Hace unos días se celebró el día de Acción de Gracias en Estados Unidos. Es una de mis celebraciones favoritas porque nos invita a detenernos por un momento y darnos cuenta de todas las bendiciones que hemos recibido durante el año.

Compartiendo y hablando un poco con mi hermana, en una de esas gratas coincidencias de la vida, me contó que esta semana por casualidad había escuchado una canción que le había gustado mucho: «La mirada de Jesús», de Santiago Benavides.

Así que anoche, antes de irme a dormir, me acordé de la conversación que había tenido con ella y me puse a escuchar la canción un par de veces.

Mientras la escuchaba vinieron a mi mente muchos momentos en los últimos meses donde simplemente me olvidé cómo me mira Jesús y decidí mirar a otros con mis propios lentes, desde mi perspectiva y bajo mis estándares.

Me impactó mucho imaginarme a Jesús mirando a diferentes personas con quienes yo mismo (y seguramente tú también), me cruzo tantas veces cada día.

Para el que se siente estrella por el carro que maneja…

O por la casa que tiene, o por el dinero en la cuenta, o por la ropa que luce. Por el celular que compró, por sus logros académicos o profesionales, o por los viajes que ha podido disfrutar.

Y pensé: ¿cuál sería la mirada de Jesús? Porque mi mirada ya la conozco. Una mirada de desaprobación, de un comentario con mis amigos quejándome porque algunas personas se creen mejores que los demás por lo que tienen. Una mirada de comparación, de juicio o de sátira.

De inmediato fui consciente, ¿cuántas veces yo mismo he medido mi valor por esas cosas?, ¿cuántas veces me he comparado con otros o he hecho cosas que ni siquiera quería simplemente porque otros lo hacían, por no quedarme atrás? Y, ¿cual fue la mirada de Jesús en esos momentos para mí?

Me imagino a Jesús esperando con compasión a que yo me diera cuenta de que nada de eso llena el vacío de mi corazón.

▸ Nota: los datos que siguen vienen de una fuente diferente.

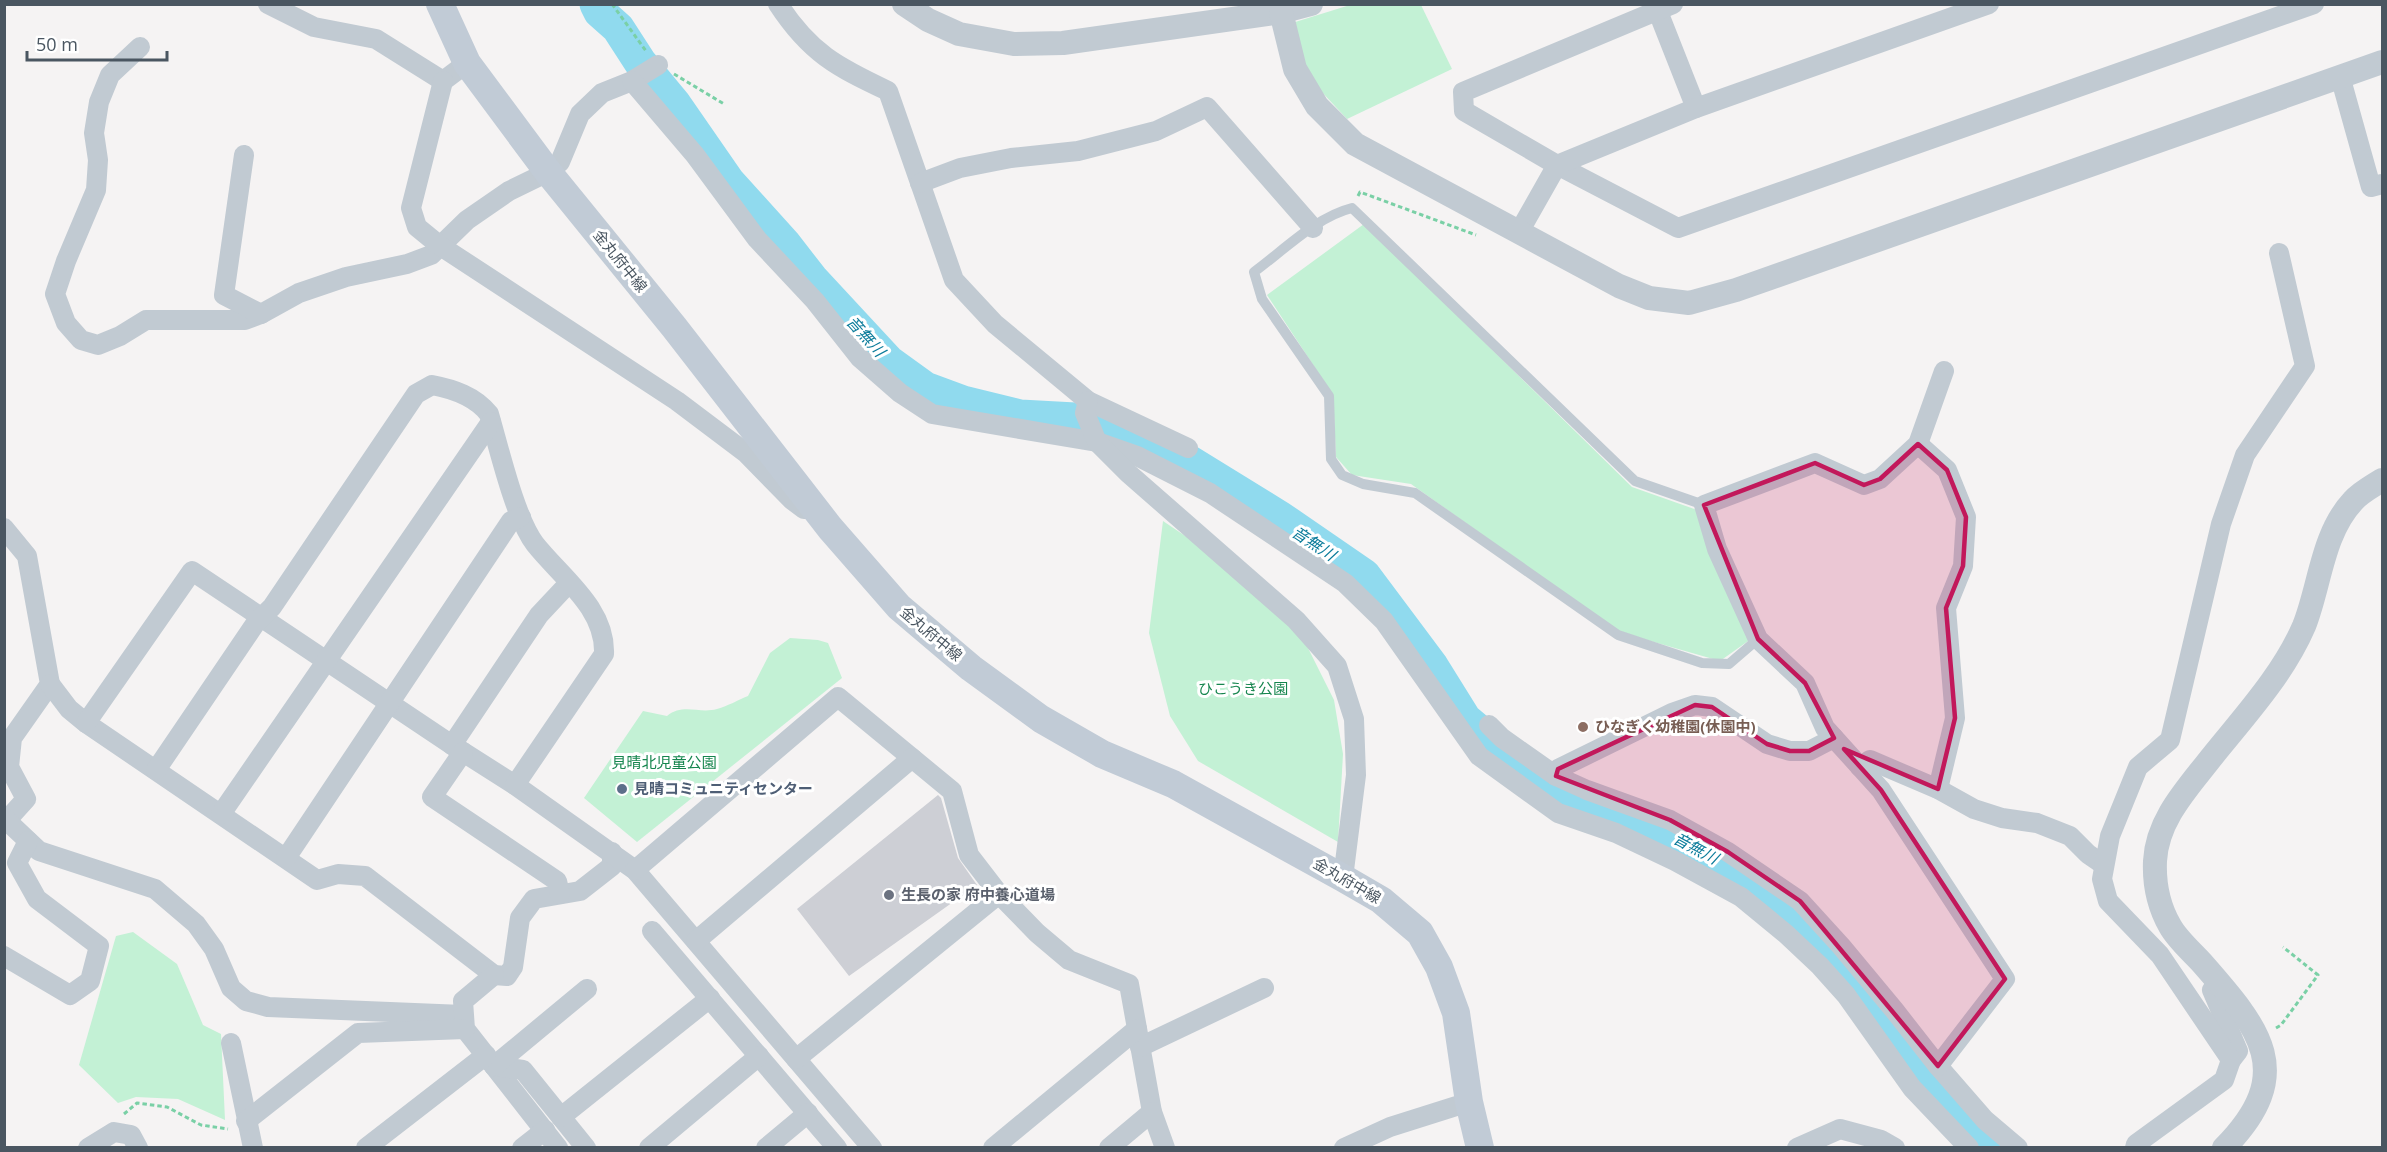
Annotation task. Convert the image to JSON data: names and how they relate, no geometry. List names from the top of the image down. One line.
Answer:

Que se siente bien por un rato, pero siempre habrá algo mejor y alguien mejor, siempre habrá un nuevo celular, un nuevo reto, una nueva tendencia.

Y me doy cuenta de que pocas veces doy gracias por todo lo que tengo antes de ponerme a pensar en lo que quisiera alcanzar o lo que me falta. Pero mas importante aun, fue redescubrir que soy invitado a ofrecer una mirada de compasión y de amor para quienes me encuentro a diario viviendo las mismas luchas que yo tengo.

Para aquel hombre malvado que fue un niño maltratado…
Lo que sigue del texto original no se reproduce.